> **INPUT FOR THIS TASK**
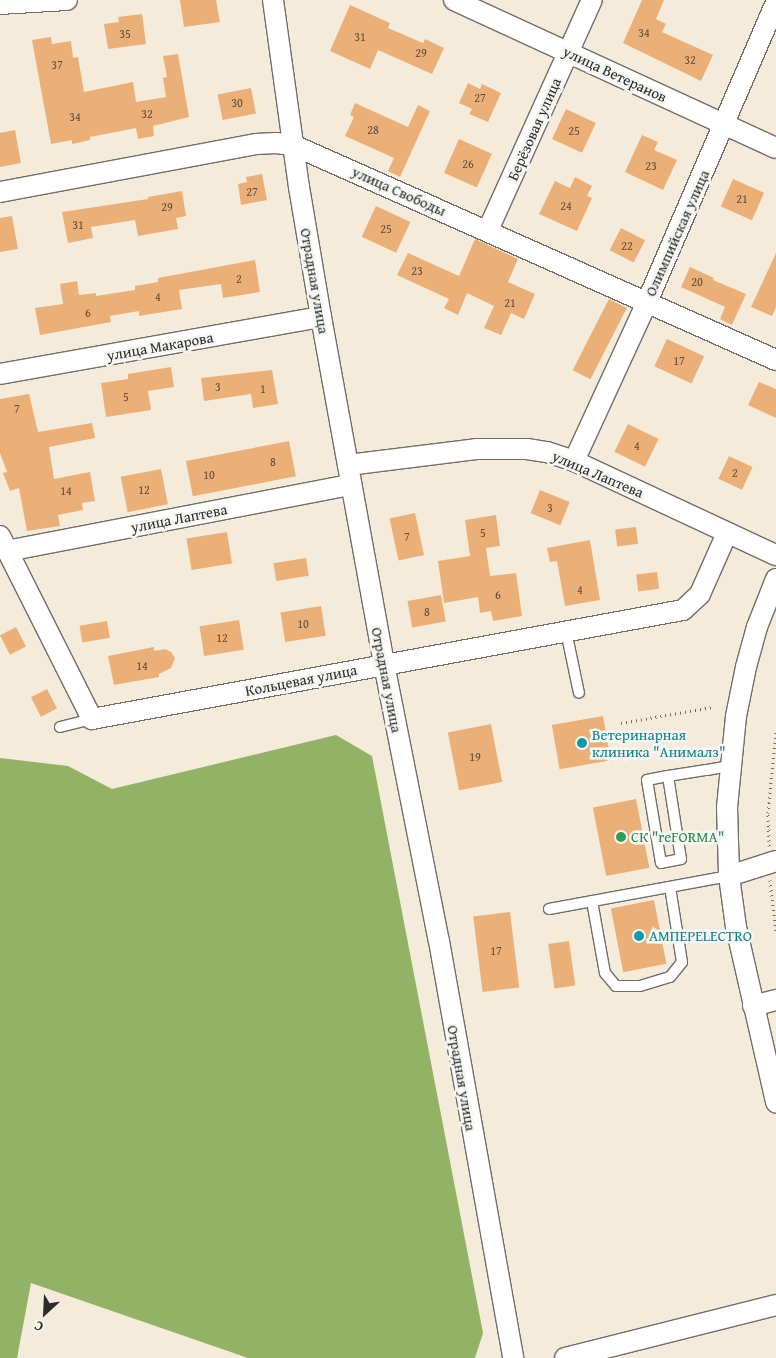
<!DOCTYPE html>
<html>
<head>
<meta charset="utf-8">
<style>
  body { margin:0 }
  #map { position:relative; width:776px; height:1358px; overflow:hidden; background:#f4ebdb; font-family:"Gentium Book Plus",serif }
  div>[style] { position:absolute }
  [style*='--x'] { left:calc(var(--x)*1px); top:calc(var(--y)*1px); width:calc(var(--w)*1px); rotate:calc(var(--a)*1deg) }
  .forest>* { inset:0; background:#92b266 }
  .building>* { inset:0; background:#ebb078; transform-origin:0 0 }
  .path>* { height:3px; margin-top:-1.5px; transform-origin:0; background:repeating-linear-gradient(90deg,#716e69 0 1px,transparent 0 5px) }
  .roads { filter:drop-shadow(1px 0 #716e69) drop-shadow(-1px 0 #716e69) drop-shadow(0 1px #716e69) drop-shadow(0 -1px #716e69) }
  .lane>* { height:10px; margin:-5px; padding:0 5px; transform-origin:5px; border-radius:5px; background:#fff }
  .street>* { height:20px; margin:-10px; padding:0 10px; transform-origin:10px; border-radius:10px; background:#fff }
  .dots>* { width:14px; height:14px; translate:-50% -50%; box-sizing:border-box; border:2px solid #f6f6f2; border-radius:50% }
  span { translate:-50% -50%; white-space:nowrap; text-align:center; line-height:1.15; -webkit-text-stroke:5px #f6f6f2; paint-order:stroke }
  .number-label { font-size:12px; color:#5b4c3e }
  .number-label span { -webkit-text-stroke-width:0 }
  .street-label { font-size:15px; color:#2b2b2b }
  .culture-label { font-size:15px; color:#0d838f }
  .left { translate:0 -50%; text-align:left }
  .leisure-label { font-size:15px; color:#27864d }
  .north { position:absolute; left:20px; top:1288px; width:50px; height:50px; -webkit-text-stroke:4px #f6f6f2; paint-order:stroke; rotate:205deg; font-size:14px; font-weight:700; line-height:20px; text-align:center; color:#2b2b2b }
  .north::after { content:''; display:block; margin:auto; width:18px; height:22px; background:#2b2b2b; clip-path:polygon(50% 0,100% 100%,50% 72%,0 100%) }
</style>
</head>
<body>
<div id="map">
  <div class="forest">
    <div style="clip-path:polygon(336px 735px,372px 756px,483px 1333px,475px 1358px,248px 1358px,31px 1283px,17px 1358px,0 1358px,0 758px,68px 766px,112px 789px)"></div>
  </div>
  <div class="building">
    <div style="clip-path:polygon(180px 0,216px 0,220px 22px,184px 27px)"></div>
    <div style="clip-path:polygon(642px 0,664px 0,656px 19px,666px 24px,662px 32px,713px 55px,701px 81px,623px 43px)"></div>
    <div style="clip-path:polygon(350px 5px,390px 23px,388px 28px,423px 43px,425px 39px,444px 48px,432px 74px,378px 50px,370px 69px,330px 51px)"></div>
    <div style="clip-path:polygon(142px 14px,146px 44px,108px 49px,104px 24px,119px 22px,118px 17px)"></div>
    <div style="clip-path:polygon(51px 37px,52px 44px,71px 41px,73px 58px,78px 57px,84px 92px,133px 82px,136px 102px,166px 97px,163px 78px,167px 77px,163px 56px,178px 54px,189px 117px,153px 126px,154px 136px,138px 139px,136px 128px,90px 137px,90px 140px,72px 144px,72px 140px,51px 144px,32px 40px)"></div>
    <div style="clip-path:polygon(468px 83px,480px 89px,482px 84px,501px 93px,488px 122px,469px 114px,472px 109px,459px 103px)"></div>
    <div style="left:251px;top:88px;width:26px;height:34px;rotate:79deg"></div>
    <div style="clip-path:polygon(355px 103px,408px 127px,418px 105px,430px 111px,400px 177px,388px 171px,394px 158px,345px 136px,354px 117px,350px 115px)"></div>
    <div style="left:566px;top:109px;width:33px;height:33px;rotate:25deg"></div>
    <div style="clip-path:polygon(15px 130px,21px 163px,0 167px,0 133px)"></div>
    <div style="clip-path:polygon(642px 135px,658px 142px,654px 150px,677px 160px,663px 190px,625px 172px)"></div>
    <div style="left:459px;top:139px;width:36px;height:37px;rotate:24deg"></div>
    <div style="clip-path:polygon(262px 174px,267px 200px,241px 205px,238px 184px,247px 182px,246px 177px)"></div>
    <div style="clip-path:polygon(575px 177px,592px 186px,587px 196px,592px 198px,577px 231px,539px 214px,555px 181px,570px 188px)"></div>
    <div style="left:733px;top:179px;width:34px;height:30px;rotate:24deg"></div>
    <div style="clip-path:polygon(182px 191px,186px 216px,176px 218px,178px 229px,138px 236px,135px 220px,91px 227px,93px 238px,68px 243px,62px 212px,148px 199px,148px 197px)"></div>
    <div style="left:376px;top:206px;width:38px;height:34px;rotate:25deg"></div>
    <div style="clip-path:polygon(12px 216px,18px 249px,0 252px,0 218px)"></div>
    <div style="left:621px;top:228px;width:27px;height:25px;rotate:27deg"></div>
    <div style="clip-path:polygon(475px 239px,518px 259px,508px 282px,535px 294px,524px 319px,511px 313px,501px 335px,484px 328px,494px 306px,467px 293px,458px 315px,444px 308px,449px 299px,397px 275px,408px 253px,459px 276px)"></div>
    <div style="clip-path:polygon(776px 253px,776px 307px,772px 316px,751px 307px)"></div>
    <div style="clip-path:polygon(255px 260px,260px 292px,223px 298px,221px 284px,179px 290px,182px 309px,139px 316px,139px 311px,110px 316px,111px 322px,40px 335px,35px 308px,63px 304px,60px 284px,77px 281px,79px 295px,96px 293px,96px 296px,135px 290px,135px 286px,158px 282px,158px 278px)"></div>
    <div style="clip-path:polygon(690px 267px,714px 278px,713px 280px,746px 294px,732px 325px,720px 319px,725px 307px,681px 287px)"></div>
    <div style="left:609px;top:299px;width:20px;height:80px;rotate:27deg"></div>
    <div style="left:667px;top:339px;width:41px;height:30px;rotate:25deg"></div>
    <div style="clip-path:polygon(171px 367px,174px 387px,148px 391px,151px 410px,106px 417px,101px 383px,128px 379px,128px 374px)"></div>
    <div style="clip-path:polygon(272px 370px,278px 404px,253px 408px,251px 394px,204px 401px,201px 378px)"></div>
    <div style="clip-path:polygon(759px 382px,776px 389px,776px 418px,748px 405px)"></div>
    <div style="clip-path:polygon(29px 394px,38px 432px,92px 423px,95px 438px,49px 447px,54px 479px,90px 472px,95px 501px,82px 503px,83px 510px,58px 515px,60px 526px,27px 531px,19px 488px,10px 491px,3px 473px,7px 472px,0 453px,0 399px)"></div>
    <div style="left:628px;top:424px;width:34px;height:31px;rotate:26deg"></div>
    <div style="left:289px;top:441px;width:36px;height:105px;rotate:79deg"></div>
    <div style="left:729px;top:456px;width:26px;height:25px;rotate:25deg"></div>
    <div style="left:161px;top:469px;width:36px;height:41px;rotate:79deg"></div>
    <div style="left:540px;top:490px;width:32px;height:25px;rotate:22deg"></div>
    <div style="left:415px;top:513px;width:43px;height:26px;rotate:78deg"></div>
    <div style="clip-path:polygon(496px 515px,500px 546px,486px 548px,490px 576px,516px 573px,522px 616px,493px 621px,491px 611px,480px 613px,478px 597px,444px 603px,438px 561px,470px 556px,465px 520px)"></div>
    <div style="left:636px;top:527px;width:17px;height:21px;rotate:83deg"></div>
    <div style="left:227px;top:532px;width:32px;height:41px;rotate:81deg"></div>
    <div style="clip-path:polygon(590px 540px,600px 600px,565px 606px,557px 561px,550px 562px,547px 548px)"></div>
    <div style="left:306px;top:558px;width:18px;height:33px;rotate:81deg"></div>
    <div style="left:657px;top:572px;width:17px;height:21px;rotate:83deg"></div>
    <div style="left:441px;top:595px;width:27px;height:34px;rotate:80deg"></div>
    <div style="left:321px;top:606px;width:30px;height:41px;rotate:81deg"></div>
    <div style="left:239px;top:620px;width:30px;height:40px;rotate:81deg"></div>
    <div style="left:107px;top:621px;width:17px;height:28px;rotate:80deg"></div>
    <div style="left:16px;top:627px;width:22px;height:18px;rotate:63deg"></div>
    <div style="clip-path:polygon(154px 647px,154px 651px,165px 649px,171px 652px,175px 658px,171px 668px,159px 674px,159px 677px,114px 685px,108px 656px)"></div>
    <div style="left:47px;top:689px;width:22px;height:18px;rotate:63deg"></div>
    <div style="left:603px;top:716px;width:45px;height:52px;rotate:80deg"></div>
    <div style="left:491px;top:724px;width:59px;height:44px;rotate:79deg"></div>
    <div style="left:636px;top:799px;width:70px;height:44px;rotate:79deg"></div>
    <div style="left:654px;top:900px;width:65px;height:44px;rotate:79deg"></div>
    <div style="left:510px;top:912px;width:76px;height:37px;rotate:83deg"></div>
    <div style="left:569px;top:941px;width:45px;height:21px;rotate:82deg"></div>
  </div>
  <div class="path">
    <div style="--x:621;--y:723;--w:93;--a:-9.9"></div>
    <div style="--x:769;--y:846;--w:33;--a:-92"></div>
    <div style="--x:768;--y:813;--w:81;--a:-84.4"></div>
    <div style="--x:770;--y:880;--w:52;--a:83.4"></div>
  </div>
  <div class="roads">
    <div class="lane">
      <div style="--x:566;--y:631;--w:63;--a:78.2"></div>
      <div style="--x:60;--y:727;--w:33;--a:-14"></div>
      <div style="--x:668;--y:776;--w:84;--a:81.1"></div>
      <div style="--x:681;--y:859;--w:20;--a:169"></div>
      <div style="--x:661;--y:863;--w:84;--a:-99.6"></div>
      <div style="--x:647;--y:780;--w:21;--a:-11"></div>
      <div style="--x:668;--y:776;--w:39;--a:-9"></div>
      <div style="--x:707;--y:770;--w:22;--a:-10"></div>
      <div style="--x:592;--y:901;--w:73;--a:79.8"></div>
      <div style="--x:605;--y:973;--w:17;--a:50"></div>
      <div style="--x:616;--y:986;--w:24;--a:0"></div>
      <div style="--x:640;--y:986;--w:31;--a:-17"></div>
      <div style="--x:670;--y:977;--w:19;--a:-51"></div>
      <div style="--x:682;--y:962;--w:76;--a:-99.1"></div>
      <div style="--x:549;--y:909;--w:183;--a:-10.4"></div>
    </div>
    <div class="street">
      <div style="--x:273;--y:0;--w:189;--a:82.1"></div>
      <div style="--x:299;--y:187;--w:132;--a:80.4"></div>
      <div style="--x:321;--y:317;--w:353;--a:79.7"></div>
      <div style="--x:384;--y:664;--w:282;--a:78.8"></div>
      <div style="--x:439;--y:941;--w:424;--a:79.9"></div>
      <div style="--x:454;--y:0;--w:354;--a:24.7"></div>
      <div style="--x:0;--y:4;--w:67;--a:-3.4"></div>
      <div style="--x:0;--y:192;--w:260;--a:-10.6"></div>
      <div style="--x:256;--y:144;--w:20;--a:-3"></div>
      <div style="--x:276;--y:143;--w:17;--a:7"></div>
      <div style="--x:293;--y:145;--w:529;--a:24"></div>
      <div style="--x:488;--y:230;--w:252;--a:-65.7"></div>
      <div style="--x:0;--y:374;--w:326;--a:-10.1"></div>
      <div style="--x:574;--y:461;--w:175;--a:-65.3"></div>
      <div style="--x:647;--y:302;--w:326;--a:-66.7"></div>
      <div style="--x:348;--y:465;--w:129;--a:-7.1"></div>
      <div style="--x:476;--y:449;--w:51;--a:0"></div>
      <div style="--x:527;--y:449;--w:20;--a:9"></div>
      <div style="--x:547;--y:452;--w:28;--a:18"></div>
      <div style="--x:574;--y:461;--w:223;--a:25"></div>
      <div style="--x:0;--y:536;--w:205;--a:63.3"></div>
      <div style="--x:92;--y:719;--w:601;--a:-10.45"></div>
      <div style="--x:683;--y:610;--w:23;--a:-43"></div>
      <div style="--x:700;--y:594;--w:67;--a:-66.1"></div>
      <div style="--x:7;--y:551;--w:350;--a:-10.9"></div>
      <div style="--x:776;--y:579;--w:52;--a:111.6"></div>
      <div style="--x:757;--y:627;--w:41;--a:105.4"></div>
      <div style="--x:746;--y:667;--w:50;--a:101.5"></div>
      <div style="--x:736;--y:716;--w:91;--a:95.6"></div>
      <div style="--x:727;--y:807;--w:69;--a:88.3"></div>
      <div style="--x:729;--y:876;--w:51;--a:82.2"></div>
      <div style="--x:736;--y:927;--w:180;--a:77.1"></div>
      <div style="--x:729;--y:876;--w:49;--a:-17.7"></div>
      <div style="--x:753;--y:1006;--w:24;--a:-15"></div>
      <div style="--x:565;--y:1358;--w:218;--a:-14.1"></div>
    </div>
  </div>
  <div class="dots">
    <div style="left:582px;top:743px;background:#0f9aa8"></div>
    <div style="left:621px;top:837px;background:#2e9e5b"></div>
    <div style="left:639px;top:936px;background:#0f9aa8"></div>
  </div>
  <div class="number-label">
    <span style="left:644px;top:33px">34</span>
    <span style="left:125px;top:34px">35</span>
    <span style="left:360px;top:37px">31</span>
    <span style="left:421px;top:53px">29</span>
    <span style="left:690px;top:60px">32</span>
    <span style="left:57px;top:65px">37</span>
    <span style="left:480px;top:98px">27</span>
    <span style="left:237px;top:103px">30</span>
    <span style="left:147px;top:114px">32</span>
    <span style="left:75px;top:117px">34</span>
    <span style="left:373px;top:130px">28</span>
    <span style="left:574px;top:131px">25</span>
    <span style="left:468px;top:164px">26</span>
    <span style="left:651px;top:166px">23</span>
    <span style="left:252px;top:192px">27</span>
    <span style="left:742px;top:199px">21</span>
    <span style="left:566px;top:206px">24</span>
    <span style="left:167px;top:207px">29</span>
    <span style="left:78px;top:225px">31</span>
    <span style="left:386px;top:229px">25</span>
    <span style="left:627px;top:246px">22</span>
    <span style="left:417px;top:271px">23</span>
    <span style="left:239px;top:279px">2</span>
    <span style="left:697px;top:282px">20</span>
    <span style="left:158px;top:297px">4</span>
    <span style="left:510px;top:303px">21</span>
    <span style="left:88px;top:313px">6</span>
    <span style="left:679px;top:361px">17</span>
    <span style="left:218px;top:387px">3</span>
    <span style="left:263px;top:389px">1</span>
    <span style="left:126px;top:397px">5</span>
    <span style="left:17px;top:409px">7</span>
    <span style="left:637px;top:446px">4</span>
    <span style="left:273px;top:462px">8</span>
    <span style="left:735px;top:473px">2</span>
    <span style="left:209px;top:475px">10</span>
    <span style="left:144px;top:490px">12</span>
    <span style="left:66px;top:491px">14</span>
    <span style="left:550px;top:508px">3</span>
    <span style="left:483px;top:533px">5</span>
    <span style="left:407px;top:537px">7</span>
    <span style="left:580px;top:590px">4</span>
    <span style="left:498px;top:595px">6</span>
    <span style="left:427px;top:612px">8</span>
    <span style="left:303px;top:624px">10</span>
    <span style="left:222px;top:638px">12</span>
    <span style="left:142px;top:666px">14</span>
    <span style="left:475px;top:757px">19</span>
    <span style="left:496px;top:951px">17</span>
  </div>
  <div class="street-label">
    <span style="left:615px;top:74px;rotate:25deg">улица Ветеранов</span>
    <span style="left:534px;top:129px;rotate:-66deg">Берёзовая улица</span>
    <span style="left:399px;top:191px;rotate:24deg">улица Свободы</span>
    <span style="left:677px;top:233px;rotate:-66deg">Олимпийская улица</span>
    <span style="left:315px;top:281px;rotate:80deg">Отрадная улица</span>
    <span style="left:160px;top:346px;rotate:-10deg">улица Макарова</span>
    <span style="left:598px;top:474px;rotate:23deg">улица Лаптева</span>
    <span style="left:179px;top:518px;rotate:-11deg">улица Лаптева</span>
    <span style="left:301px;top:680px;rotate:-11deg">Кольцевая улица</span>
    <span style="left:387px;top:680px;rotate:79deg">Отрадная улица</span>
    <span style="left:462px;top:1078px;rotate:80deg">Отрадная улица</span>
  </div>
  <div class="culture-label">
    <span class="left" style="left:592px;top:743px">Ветеринарная<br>клиника "Анималз"</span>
    <span class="left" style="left:649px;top:936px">АМПЕРELECTRO</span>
  </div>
  <div class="leisure-label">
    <span class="left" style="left:631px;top:837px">СК "reFORMA"</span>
  </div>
  <div class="north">С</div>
</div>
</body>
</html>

> **INSTRUCTIONS TO FOLLOW**
A single number is the answer here: the count of lines in the material above holding the string "roads".

> **SOLUTION**
2